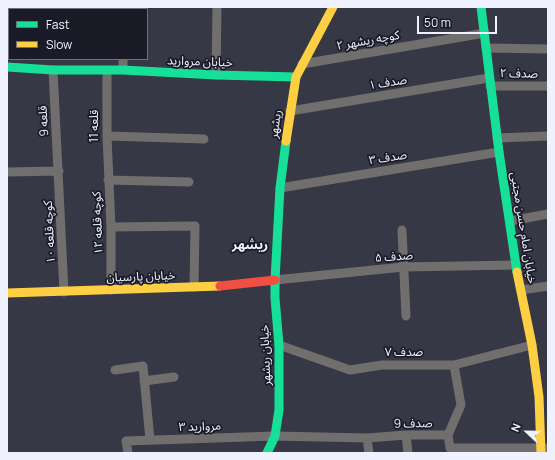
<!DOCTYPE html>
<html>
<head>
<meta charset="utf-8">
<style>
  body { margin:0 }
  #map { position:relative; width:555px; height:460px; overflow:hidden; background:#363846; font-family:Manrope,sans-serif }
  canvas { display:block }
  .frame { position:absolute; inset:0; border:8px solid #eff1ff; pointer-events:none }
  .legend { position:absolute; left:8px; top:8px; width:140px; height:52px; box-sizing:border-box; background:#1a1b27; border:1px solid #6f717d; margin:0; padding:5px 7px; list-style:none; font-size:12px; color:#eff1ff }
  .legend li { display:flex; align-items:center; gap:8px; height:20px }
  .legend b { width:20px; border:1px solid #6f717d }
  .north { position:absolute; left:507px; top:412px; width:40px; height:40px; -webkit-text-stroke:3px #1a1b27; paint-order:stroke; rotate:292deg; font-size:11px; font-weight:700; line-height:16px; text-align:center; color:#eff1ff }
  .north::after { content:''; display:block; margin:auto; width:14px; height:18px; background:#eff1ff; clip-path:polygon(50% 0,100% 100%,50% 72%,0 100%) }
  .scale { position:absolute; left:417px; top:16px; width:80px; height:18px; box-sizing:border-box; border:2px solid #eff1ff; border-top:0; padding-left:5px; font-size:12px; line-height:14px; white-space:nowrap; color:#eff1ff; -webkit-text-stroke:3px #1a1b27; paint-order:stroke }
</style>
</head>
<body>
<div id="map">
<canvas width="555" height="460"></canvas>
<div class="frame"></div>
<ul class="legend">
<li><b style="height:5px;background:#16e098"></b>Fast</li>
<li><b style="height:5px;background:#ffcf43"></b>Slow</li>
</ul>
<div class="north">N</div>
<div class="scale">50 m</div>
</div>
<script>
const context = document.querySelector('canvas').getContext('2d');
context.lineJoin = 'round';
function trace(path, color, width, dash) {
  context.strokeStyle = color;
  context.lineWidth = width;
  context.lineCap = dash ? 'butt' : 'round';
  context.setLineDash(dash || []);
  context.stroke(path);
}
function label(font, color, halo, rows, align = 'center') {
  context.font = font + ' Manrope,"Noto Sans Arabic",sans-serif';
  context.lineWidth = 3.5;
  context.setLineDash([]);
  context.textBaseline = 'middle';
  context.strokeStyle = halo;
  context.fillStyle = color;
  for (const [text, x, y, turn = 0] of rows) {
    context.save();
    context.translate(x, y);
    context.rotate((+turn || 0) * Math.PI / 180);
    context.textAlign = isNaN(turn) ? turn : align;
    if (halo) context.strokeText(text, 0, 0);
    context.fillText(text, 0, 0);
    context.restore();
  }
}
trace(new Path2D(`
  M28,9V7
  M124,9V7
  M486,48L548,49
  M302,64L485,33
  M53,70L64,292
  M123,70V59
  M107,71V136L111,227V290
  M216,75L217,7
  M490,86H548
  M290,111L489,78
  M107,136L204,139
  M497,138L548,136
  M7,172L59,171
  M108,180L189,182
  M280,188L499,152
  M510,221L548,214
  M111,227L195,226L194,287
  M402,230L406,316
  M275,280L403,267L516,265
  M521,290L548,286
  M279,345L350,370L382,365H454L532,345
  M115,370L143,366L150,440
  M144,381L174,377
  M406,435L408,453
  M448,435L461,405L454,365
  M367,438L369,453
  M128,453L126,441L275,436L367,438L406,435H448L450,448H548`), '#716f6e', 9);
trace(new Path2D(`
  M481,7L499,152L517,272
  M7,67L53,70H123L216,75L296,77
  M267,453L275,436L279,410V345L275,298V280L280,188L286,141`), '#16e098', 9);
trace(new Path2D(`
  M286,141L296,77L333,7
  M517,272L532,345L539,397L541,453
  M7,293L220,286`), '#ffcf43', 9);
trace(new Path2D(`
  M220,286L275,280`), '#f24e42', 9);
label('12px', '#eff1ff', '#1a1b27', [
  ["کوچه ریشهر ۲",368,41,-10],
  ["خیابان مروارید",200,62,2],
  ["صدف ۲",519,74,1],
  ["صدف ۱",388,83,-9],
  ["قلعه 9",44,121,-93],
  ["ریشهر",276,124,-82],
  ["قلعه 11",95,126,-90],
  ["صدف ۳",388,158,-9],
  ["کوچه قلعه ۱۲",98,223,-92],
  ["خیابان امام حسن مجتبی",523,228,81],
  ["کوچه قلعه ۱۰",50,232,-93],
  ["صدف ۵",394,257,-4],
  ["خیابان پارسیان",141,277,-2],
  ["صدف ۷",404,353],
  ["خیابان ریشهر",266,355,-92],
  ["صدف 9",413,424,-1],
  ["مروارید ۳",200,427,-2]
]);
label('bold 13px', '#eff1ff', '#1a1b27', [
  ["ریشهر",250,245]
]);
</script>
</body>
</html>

■ Brief
Please give back exactly the lines of this listing beginning at the line with "context.fillText(text, 0, 0);" and ending with the line with "M497,138L548,136", both included, and nothing else.

■ Answer space
    context.fillText(text, 0, 0);
    context.restore();
  }
}
trace(new Path2D(`
  M28,9V7
  M124,9V7
  M486,48L548,49
  M302,64L485,33
  M53,70L64,292
  M123,70V59
  M107,71V136L111,227V290
  M216,75L217,7
  M490,86H548
  M290,111L489,78
  M107,136L204,139
  M497,138L548,136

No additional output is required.